## What the task requires
Repeat the records word for word, excluding any picture.

Material for the task: Begin

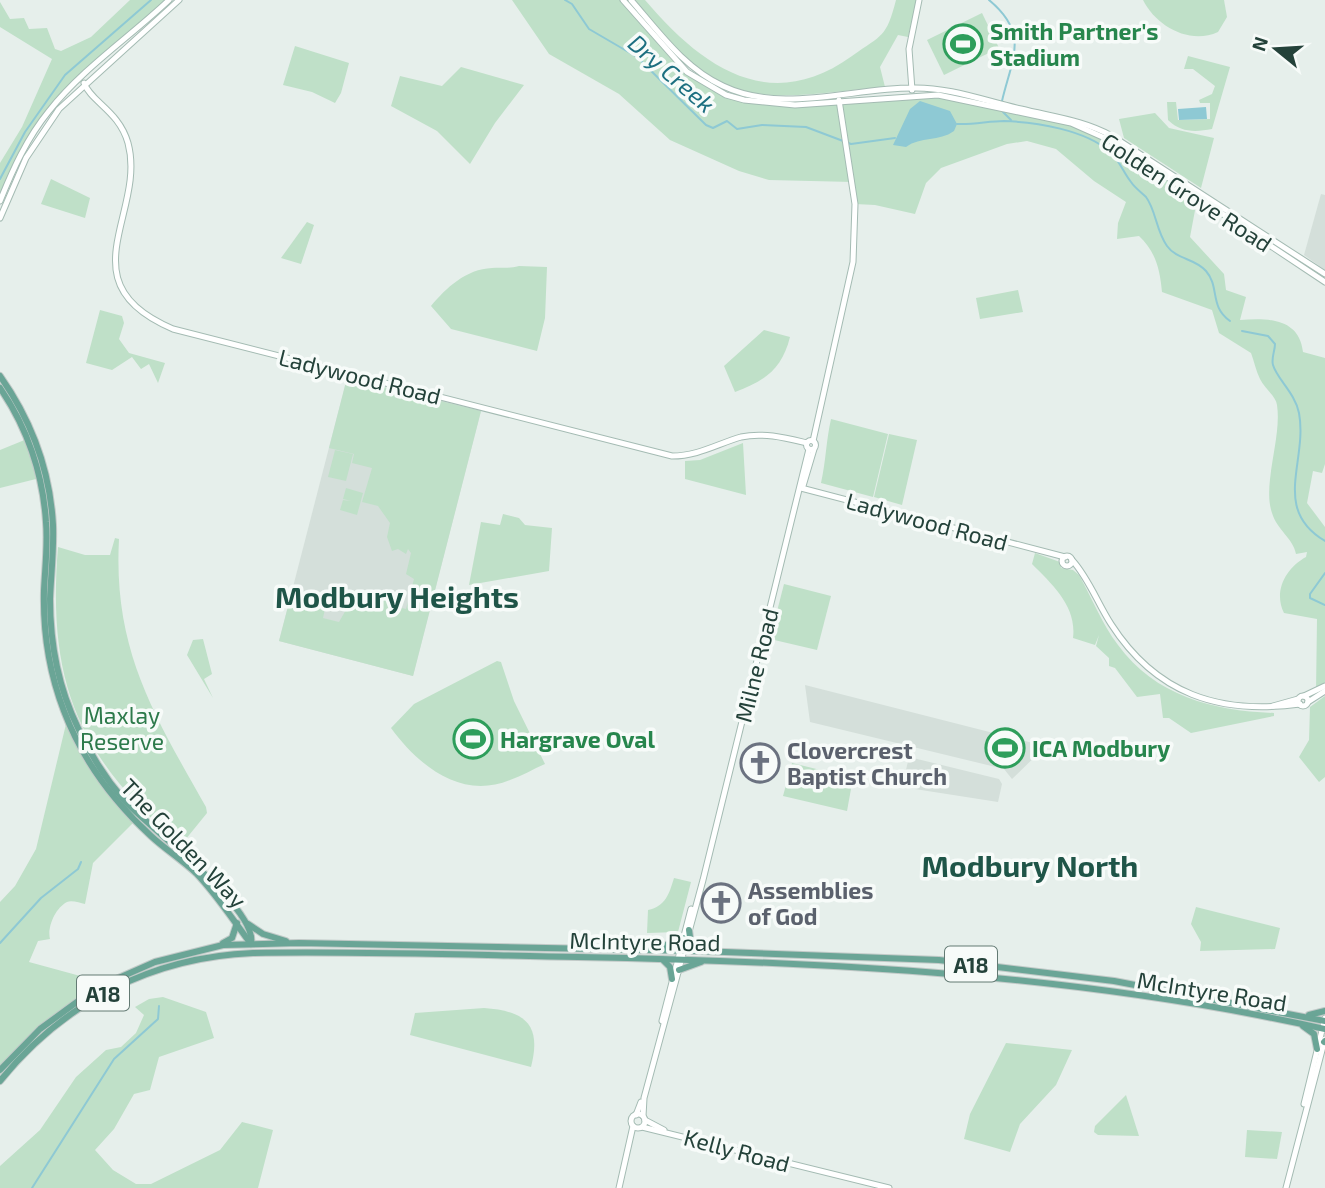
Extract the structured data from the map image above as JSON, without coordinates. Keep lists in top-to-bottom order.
{
  "streets": {
    "main road": [
      "Golden Grove Road",
      "Ladywood Road",
      "Milne Road",
      "The Golden Way",
      "McIntyre Road",
      "A18",
      "Kelly Road"
    ]
  },
  "crossings": [
    ["Golden Grove Road", "Milne Road"],
    ["Ladywood Road", "Milne Road"],
    ["Milne Road", "McIntyre Road"],
    ["Milne Road", "Kelly Road"],
    ["The Golden Way", "McIntyre Road"]
  ],
  "districts": ["Modbury Heights", "Modbury North"],
  "water": ["Dry Creek"],
  "parks": ["Maxlay Reserve"],
  "places": {
    "sports": ["Smith Partner's Stadium", "Hargrave Oval", "ICA Modbury"],
    "church": ["Clovercrest Baptist Church", "Assemblies of God"]
  },
  "north": "left"
}
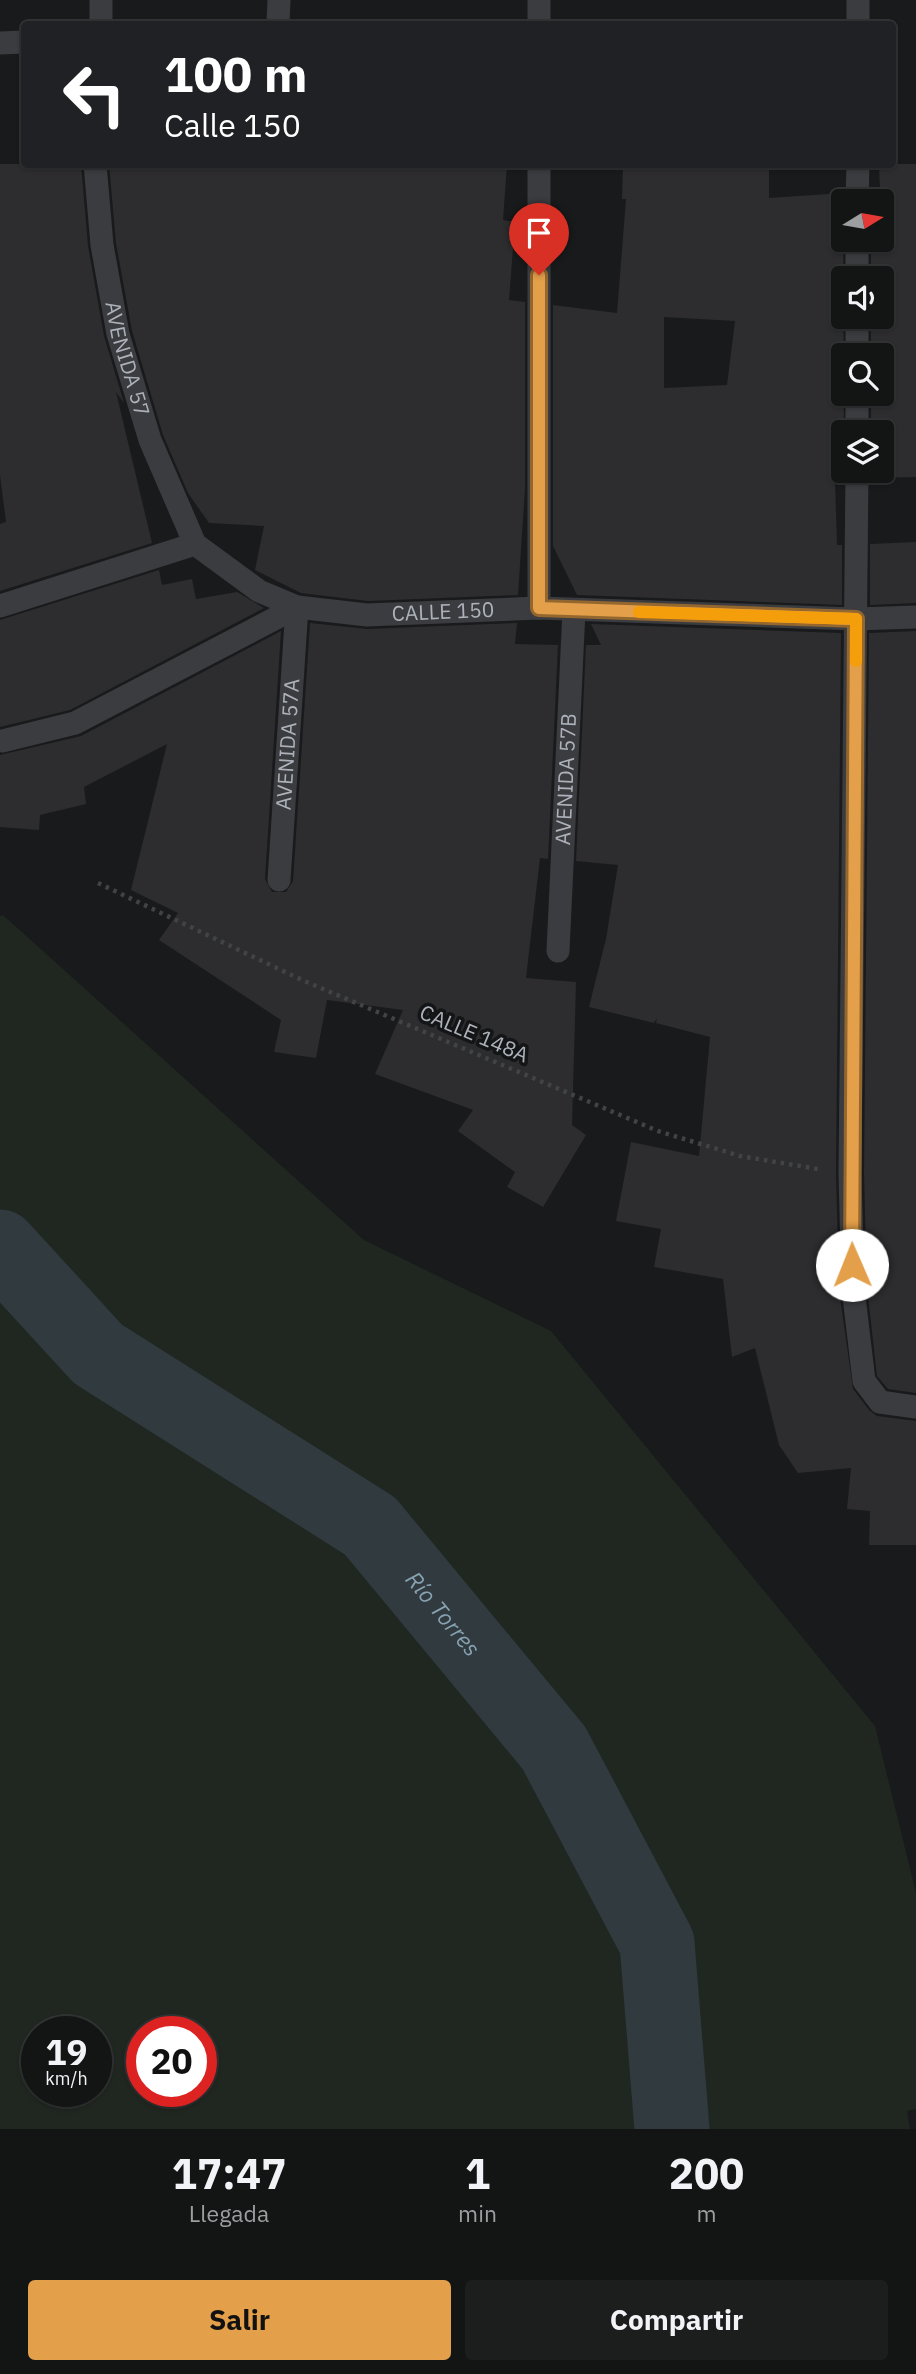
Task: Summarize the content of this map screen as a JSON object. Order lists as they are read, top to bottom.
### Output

Material for the task: End

## Task result
Extract the structured data from the map image above as JSON, without coordinates. Keep lists in top-to-bottom order.
{
  "streets": {
    "main road": [
      "Golden Grove Road",
      "Ladywood Road",
      "Milne Road",
      "The Golden Way",
      "McIntyre Road",
      "A18",
      "Kelly Road"
    ]
  },
  "crossings": [
    ["Golden Grove Road", "Milne Road"],
    ["Ladywood Road", "Milne Road"],
    ["Milne Road", "McIntyre Road"],
    ["Milne Road", "Kelly Road"],
    ["The Golden Way", "McIntyre Road"]
  ],
  "districts": ["Modbury Heights", "Modbury North"],
  "water": ["Dry Creek"],
  "parks": ["Maxlay Reserve"],
  "places": {
    "sports": ["Smith Partner's Stadium", "Hargrave Oval", "ICA Modbury"],
    "church": ["Clovercrest Baptist Church", "Assemblies of God"]
  },
  "north": "left"
}
Task: Summarize the content of this map screen as a JSON object. Order lists as they are read, top to bottom.
### Output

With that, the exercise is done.